[Records for the exercise — start]

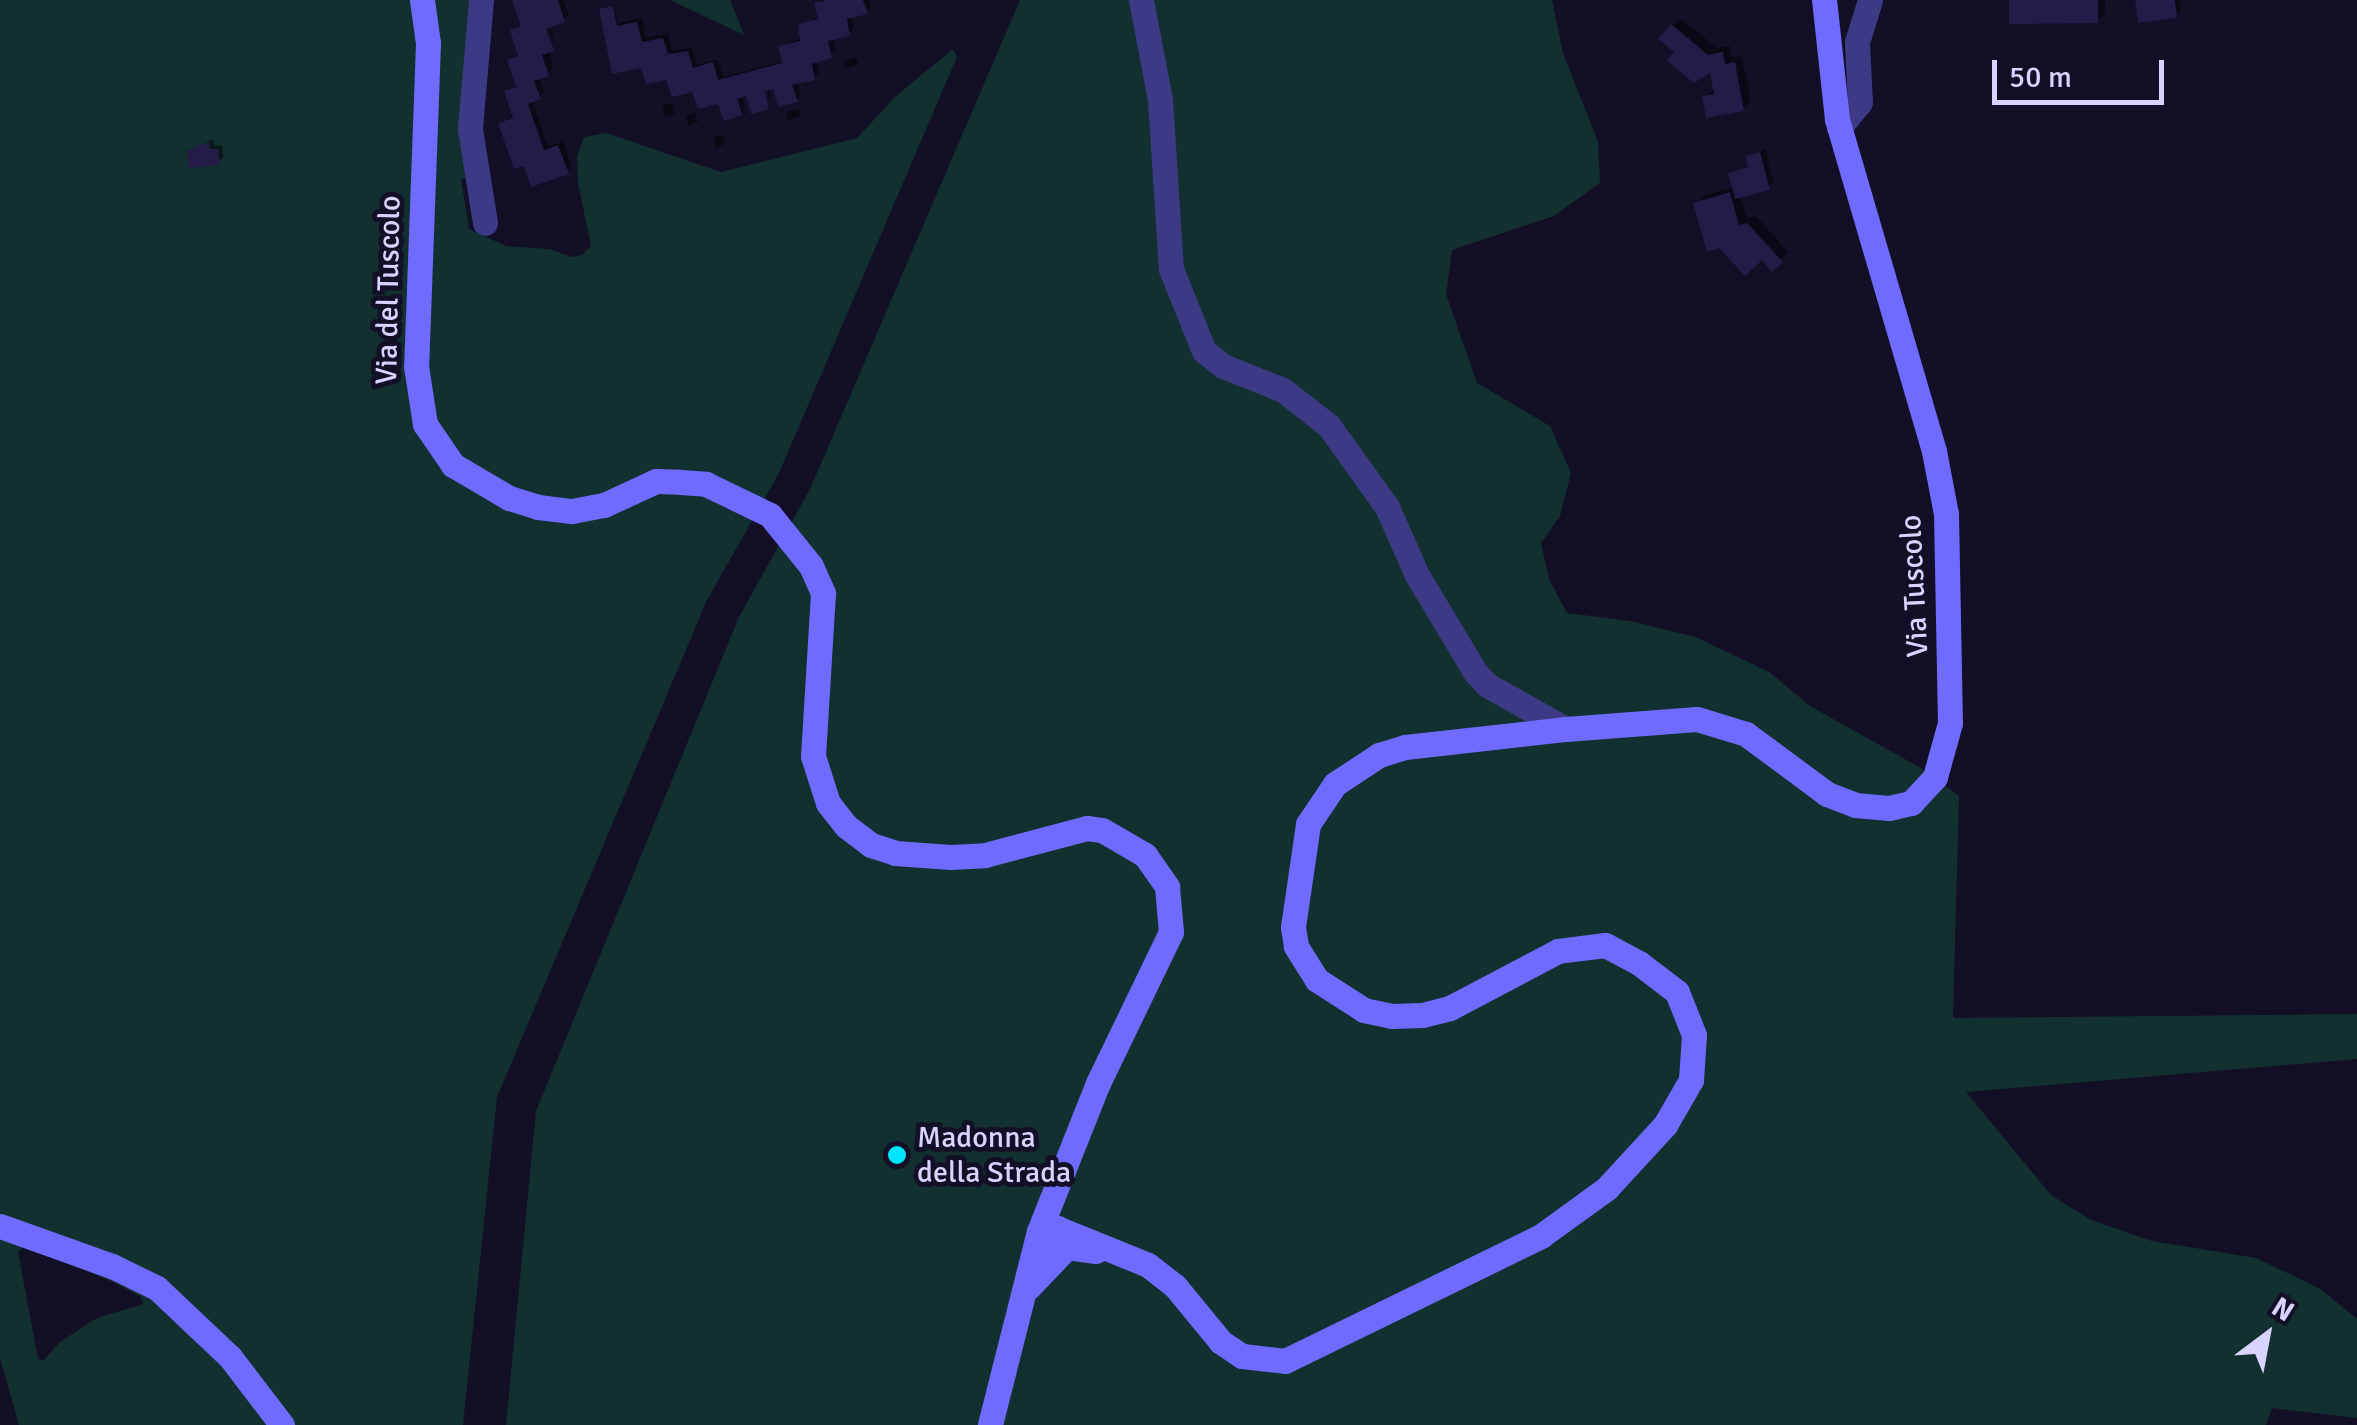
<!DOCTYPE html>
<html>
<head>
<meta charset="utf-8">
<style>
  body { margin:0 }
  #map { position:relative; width:2357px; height:1425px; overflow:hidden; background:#130f26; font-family:Signika,sans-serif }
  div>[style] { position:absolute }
  .green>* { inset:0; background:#12302f }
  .shadow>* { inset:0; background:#0007 }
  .building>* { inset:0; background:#241b47 }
  .street>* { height:25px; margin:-12.5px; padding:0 12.5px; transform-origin:12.5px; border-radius:12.5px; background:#3d3a85 }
  .secondary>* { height:25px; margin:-12.5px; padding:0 12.5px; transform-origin:12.5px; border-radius:12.5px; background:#6f6bff }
  .dots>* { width:28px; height:28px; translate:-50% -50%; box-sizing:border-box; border:5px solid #130f26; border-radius:50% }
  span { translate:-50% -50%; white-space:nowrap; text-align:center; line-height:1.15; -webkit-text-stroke:10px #130f26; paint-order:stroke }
  .street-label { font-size:30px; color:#d9d4ff }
  .poi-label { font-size:30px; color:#d9d4ff }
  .left { translate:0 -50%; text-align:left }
  .north { position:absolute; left:2217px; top:1285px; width:100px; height:100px; -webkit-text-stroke:8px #130f26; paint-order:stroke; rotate:32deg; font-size:28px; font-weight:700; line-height:40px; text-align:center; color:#d9d4ff }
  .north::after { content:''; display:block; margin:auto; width:35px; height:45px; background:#d9d4ff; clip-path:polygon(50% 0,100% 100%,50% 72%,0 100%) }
  .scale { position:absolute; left:1992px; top:60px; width:172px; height:45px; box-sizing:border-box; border:5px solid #d9d4ff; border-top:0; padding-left:12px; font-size:30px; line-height:35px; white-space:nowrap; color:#d9d4ff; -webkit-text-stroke:8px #130f26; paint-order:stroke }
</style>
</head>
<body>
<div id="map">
  <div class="green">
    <i style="clip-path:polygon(evenodd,0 0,482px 0,474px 176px,461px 179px,469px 229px,506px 246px,550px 249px,571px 257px,582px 255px,591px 246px,578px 183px,577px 157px,584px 137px,606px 133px,721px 172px,857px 138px,896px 96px,953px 49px,957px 57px,779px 473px,707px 600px,497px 1097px,463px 1425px,19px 1425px,0 1358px,0 0,25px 1246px,113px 1282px,141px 1297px,143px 1304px,97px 1318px,60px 1342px,44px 1360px,38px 1359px,18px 1252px,25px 1246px)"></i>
    <i style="clip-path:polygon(670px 0,730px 0,744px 35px)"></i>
    <i style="clip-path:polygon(1020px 0,1552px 0,1563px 53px,1598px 142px,1600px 183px,1554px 216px,1452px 250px,1446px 294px,1477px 383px,1550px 426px,1571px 473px,1560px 516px,1541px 543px,1549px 579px,1567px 613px,1630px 621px,1696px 637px,1769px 672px,1810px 706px,1919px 767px,1959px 796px,1953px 1018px,2357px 1014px,2357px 1059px,1966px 1092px,2051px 1195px,2091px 1220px,2152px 1241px,2256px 1258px,2319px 1288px,2357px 1319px,2357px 1418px,2272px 1408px,2266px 1425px,506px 1425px,536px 1111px,739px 617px,810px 489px)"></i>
  </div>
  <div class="shadow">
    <i style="clip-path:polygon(514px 0,563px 0,569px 15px,550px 25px,555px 47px,544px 16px,553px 69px,539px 77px,544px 92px,532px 100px,548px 147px,563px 141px,572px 167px,567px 172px,526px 163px,501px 123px,515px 115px,507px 92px,518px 85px,509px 60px,520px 54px,512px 31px,523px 24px)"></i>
    <i style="clip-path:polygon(820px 0,869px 0,871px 7px,851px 15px,854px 29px,849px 33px,832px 37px,836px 51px,816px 60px,819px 73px,814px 78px,797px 82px,801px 95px,796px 100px,775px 86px,769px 88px,770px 104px,765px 79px,742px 95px,745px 108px,741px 113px,642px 65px,604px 8px,614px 6px,618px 23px,642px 18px,646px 38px,668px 34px,672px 51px,692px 48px,697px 65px,718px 59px,723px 77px,784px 61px,781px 46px,802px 38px,801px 25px,820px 16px,816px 4px)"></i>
    <i style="clip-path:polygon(2011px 0,2105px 0,2105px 13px,2097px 21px)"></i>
    <i style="clip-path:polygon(2138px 0,2179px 0,2181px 11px,2176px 16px)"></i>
    <i style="clip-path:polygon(1680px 18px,1717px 48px,1730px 46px,1732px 58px,1742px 56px,1751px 101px,1743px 109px,1705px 97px,1715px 88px,1712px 69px,1677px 52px,1672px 26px)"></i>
    <i style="clip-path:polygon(856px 57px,858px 64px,845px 69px,843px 62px)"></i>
    <i style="clip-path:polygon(672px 103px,675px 113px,665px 117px,662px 106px)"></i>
    <i style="clip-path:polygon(799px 108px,801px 116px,788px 120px,786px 113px)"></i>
    <i style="clip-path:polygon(695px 112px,698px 122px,688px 126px,686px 116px)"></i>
    <i style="clip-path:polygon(722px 134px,725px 144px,715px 148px,713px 138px)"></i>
    <i style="clip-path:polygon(213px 139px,214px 146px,222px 145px,223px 157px,218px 162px,190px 152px)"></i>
    <i style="clip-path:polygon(1765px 149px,1774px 183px,1740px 195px,1747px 219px,1756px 216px,1789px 253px,1772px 268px,1696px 204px,1704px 196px,1734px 187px,1731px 174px,1750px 165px,1748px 157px)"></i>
  </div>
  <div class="building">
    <i style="clip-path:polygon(512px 0,558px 0,565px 22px,546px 29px,554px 51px,542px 55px,549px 76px,534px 81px,541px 99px,528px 104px,544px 150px,558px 145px,569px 174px,531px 187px,524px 166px,514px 169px,498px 123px,513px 118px,504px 91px,516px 87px,507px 60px,518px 56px,510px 30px,521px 26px)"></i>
    <i style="clip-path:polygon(827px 0,863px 0,868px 14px,847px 19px,850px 36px,828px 41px,832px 58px,812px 64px,815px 80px,792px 85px,798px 102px,778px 107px,773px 89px,765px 92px,769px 109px,751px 114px,746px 96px,738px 99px,742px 115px,724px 121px,718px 104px,698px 109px,692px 92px,672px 97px,666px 80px,646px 84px,641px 68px,612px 74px,599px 9px,613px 6px,617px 26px,637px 22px,642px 42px,663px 38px,668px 54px,688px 51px,693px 68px,713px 62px,718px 80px,782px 63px,778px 46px,800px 41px,798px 24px,818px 19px,814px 3px)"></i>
    <i style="clip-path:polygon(2009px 0,2098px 0,2098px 23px,2009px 24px)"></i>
    <i style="clip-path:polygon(2135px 0,2175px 0,2177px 18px,2138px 23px)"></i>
    <i style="clip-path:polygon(1671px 24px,1708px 55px,1723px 52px,1725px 64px,1735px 62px,1744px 111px,1706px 118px,1702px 96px,1714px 94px,1710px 73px,1694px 83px,1667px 61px,1674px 52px,1658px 39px)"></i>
    <i style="clip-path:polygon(209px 142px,210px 149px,218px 149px,220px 165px,189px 168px,187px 151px)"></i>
    <i style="clip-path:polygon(1760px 152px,1770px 190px,1735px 199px,1728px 173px,1748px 167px,1745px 156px)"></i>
    <i style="clip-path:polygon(1730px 192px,1739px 225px,1747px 223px,1783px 262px,1772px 272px,1762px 260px,1745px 276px,1719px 248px,1707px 252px,1693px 203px)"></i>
  </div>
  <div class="street">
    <i style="left:481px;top:0;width:129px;rotate:94.9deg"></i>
    <i style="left:470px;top:129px;width:95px;rotate:80.9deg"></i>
    <i style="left:1141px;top:0;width:102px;rotate:79.2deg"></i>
    <i style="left:1160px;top:100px;width:169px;rotate:86.3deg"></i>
    <i style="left:1171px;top:269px;width:88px;rotate:68.1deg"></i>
    <i style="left:1204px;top:351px;width:24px;rotate:38deg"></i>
    <i style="left:1223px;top:366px;width:65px;rotate:21.8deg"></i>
    <i style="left:1283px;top:390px;width:58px;rotate:38deg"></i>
    <i style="left:1329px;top:426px;width:100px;rotate:54.4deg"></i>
    <i style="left:1387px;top:507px;width:74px;rotate:66.2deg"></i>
    <i style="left:1417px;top:575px;width:114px;rotate:59deg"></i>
    <i style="left:1476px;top:673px;width:16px;rotate:47deg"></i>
    <i style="left:1487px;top:685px;width:90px;rotate:29.1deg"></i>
    <i style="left:1839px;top:128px;width:33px;rotate:-51deg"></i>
    <i style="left:1860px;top:102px;width:60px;rotate:-92.9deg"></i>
    <i style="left:1857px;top:42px;width:44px;rotate:-72.8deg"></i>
  </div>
  <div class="secondary">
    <i style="left:422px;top:0;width:43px;rotate:82.1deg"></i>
    <i style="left:428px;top:43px;width:323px;rotate:92.1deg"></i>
    <i style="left:416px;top:366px;width:59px;rotate:81.2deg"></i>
    <i style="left:425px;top:424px;width:50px;rotate:55.7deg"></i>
    <i style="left:453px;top:465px;width:65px;rotate:30.5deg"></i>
    <i style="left:509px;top:498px;width:30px;rotate:17deg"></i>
    <i style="left:538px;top:507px;width:34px;rotate:7deg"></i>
    <i style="left:572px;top:511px;width:33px;rotate:-11deg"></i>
    <i style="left:604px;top:505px;width:57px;rotate:-24.8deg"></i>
    <i style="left:656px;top:481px;width:24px;rotate:2deg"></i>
    <i style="left:680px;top:482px;width:26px;rotate:4deg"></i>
    <i style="left:706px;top:484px;width:71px;rotate:25.8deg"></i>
    <i style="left:770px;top:515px;width:65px;rotate:51.2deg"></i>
    <i style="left:811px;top:566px;width:30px;rotate:66deg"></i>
    <i style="left:823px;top:593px;width:163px;rotate:93.5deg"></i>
    <i style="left:813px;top:756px;width:49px;rotate:72.3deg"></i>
    <i style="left:828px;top:803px;width:29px;rotate:52deg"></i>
    <i style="left:846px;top:826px;width:31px;rotate:37deg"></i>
    <i style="left:871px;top:845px;width:25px;rotate:18deg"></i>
    <i style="left:895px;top:853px;width:56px;rotate:4.1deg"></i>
    <i style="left:951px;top:857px;width:34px;rotate:-3deg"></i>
    <i style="left:985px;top:855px;width:106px;rotate:-14.8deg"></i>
    <i style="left:1087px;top:828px;width:15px;rotate:8deg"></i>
    <i style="left:1102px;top:830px;width:50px;rotate:30.2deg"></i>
    <i style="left:1145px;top:855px;width:39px;rotate:55deg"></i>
    <i style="left:1167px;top:887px;width:45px;rotate:84.9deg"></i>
    <i style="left:1171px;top:932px;width:168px;rotate:115.8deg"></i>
    <i style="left:1098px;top:1083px;width:159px;rotate:111.7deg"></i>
    <i style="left:1039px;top:1231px;width:200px;rotate:104.2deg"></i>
    <i style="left:0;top:1226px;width:119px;rotate:19.7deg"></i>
    <i style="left:112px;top:1266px;width:50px;rotate:26.1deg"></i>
    <i style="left:157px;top:1288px;width:100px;rotate:43.4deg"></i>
    <i style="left:230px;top:1357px;width:86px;rotate:52.6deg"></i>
    <i style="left:1036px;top:1246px;width:28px;rotate:-41deg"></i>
    <i style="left:1057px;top:1228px;width:98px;rotate:22.1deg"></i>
    <i style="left:1148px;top:1265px;width:34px;rotate:38deg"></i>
    <i style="left:1175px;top:1286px;width:72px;rotate:50.6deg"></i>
    <i style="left:1221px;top:1342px;width:25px;rotate:34deg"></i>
    <i style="left:1242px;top:1356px;width:43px;rotate:6.6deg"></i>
    <i style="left:1285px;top:1361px;width:285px;rotate:-26deg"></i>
    <i style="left:1541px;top:1236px;width:82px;rotate:-36deg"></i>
    <i style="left:1607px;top:1188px;width:86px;rotate:-47.4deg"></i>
    <i style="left:1665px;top:1125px;width:52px;rotate:-60deg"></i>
    <i style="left:1691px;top:1080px;width:45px;rotate:-86.2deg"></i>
    <i style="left:1694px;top:1035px;width:46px;rotate:-111.6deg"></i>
    <i style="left:1677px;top:992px;width:48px;rotate:-142.7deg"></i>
    <i style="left:1639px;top:963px;width:38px;rotate:-152deg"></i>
    <i style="left:1605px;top:945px;width:47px;rotate:172.7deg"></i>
    <i style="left:1558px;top:951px;width:122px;rotate:152.2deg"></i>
    <i style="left:1450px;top:1008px;width:29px;rotate:166deg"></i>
    <i style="left:1422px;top:1015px;width:30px;rotate:178deg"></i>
    <i style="left:1392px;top:1016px;width:29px;rotate:-168deg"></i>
    <i style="left:1364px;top:1010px;width:56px;rotate:-147.4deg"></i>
    <i style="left:1317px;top:980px;width:40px;rotate:-122deg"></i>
    <i style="left:1296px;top:946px;width:19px;rotate:-99deg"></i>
    <i style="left:1293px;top:927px;width:104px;rotate:-81.7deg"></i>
    <i style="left:1308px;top:824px;width:48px;rotate:-56deg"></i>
    <i style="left:1335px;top:784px;width:53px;rotate:-33.4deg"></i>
    <i style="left:1379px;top:755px;width:27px;rotate:-17deg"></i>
    <i style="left:1405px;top:747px;width:162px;rotate:-6.4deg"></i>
    <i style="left:1566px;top:729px;width:131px;rotate:-4.4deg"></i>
    <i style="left:1697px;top:719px;width:51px;rotate:17deg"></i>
    <i style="left:1746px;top:734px;width:101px;rotate:36.5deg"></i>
    <i style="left:1827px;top:794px;width:30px;rotate:21deg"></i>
    <i style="left:1855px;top:805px;width:34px;rotate:5deg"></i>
    <i style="left:1889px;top:808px;width:23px;rotate:-13deg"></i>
    <i style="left:1911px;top:803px;width:35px;rotate:-47deg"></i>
    <i style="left:1935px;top:777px;width:56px;rotate:-74.5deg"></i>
    <i style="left:1950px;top:723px;width:209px;rotate:-91.1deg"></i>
    <i style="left:1946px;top:514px;width:64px;rotate:-100.8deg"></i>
    <i style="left:1934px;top:451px;width:346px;rotate:-106.3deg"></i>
    <i style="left:1837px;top:119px;width:120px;rotate:-96.2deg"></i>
    <i style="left:1029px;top:1287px;width:55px;rotate:-46.5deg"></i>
    <i style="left:1067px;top:1247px;width:29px;rotate:8deg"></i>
  </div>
  <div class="dots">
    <i style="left:897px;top:1155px;background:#00e5ff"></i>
  </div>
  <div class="street-label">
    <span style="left:389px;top:290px;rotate:-89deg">Via del Tuscolo</span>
    <span style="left:1915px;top:586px;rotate:-93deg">Via Tuscolo</span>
  </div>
  <div class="poi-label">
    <span class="left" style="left:917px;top:1155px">Madonna<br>della Strada</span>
  </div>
  <div class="north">N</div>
  <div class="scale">50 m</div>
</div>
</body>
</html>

[Records for the exercise — finish]

Activity
Only the lines from the top of the data through the line with "position:absolute; left:2217px; top:1285px;" should be quoted, exactly and with both ends kept; skip the pictures.

Answer space
<!DOCTYPE html>
<html>
<head>
<meta charset="utf-8">
<style>
  body { margin:0 }
  #map { position:relative; width:2357px; height:1425px; overflow:hidden; background:#130f26; font-family:Signika,sans-serif }
  div>[style] { position:absolute }
  .green>* { inset:0; background:#12302f }
  .shadow>* { inset:0; background:#0007 }
  .building>* { inset:0; background:#241b47 }
  .street>* { height:25px; margin:-12.5px; padding:0 12.5px; transform-origin:12.5px; border-radius:12.5px; background:#3d3a85 }
  .secondary>* { height:25px; margin:-12.5px; padding:0 12.5px; transform-origin:12.5px; border-radius:12.5px; background:#6f6bff }
  .dots>* { width:28px; height:28px; translate:-50% -50%; box-sizing:border-box; border:5px solid #130f26; border-radius:50% }
  span { translate:-50% -50%; white-space:nowrap; text-align:center; line-height:1.15; -webkit-text-stroke:10px #130f26; paint-order:stroke }
  .street-label { font-size:30px; color:#d9d4ff }
  .poi-label { font-size:30px; color:#d9d4ff }
  .left { translate:0 -50%; text-align:left }
  .north { position:absolute; left:2217px; top:1285px; width:100px; height:100px; -webkit-text-stroke:8px #130f26; paint-order:stroke; rotate:32deg; font-size:28px; font-weight:700; line-height:40px; text-align:center; color:#d9d4ff }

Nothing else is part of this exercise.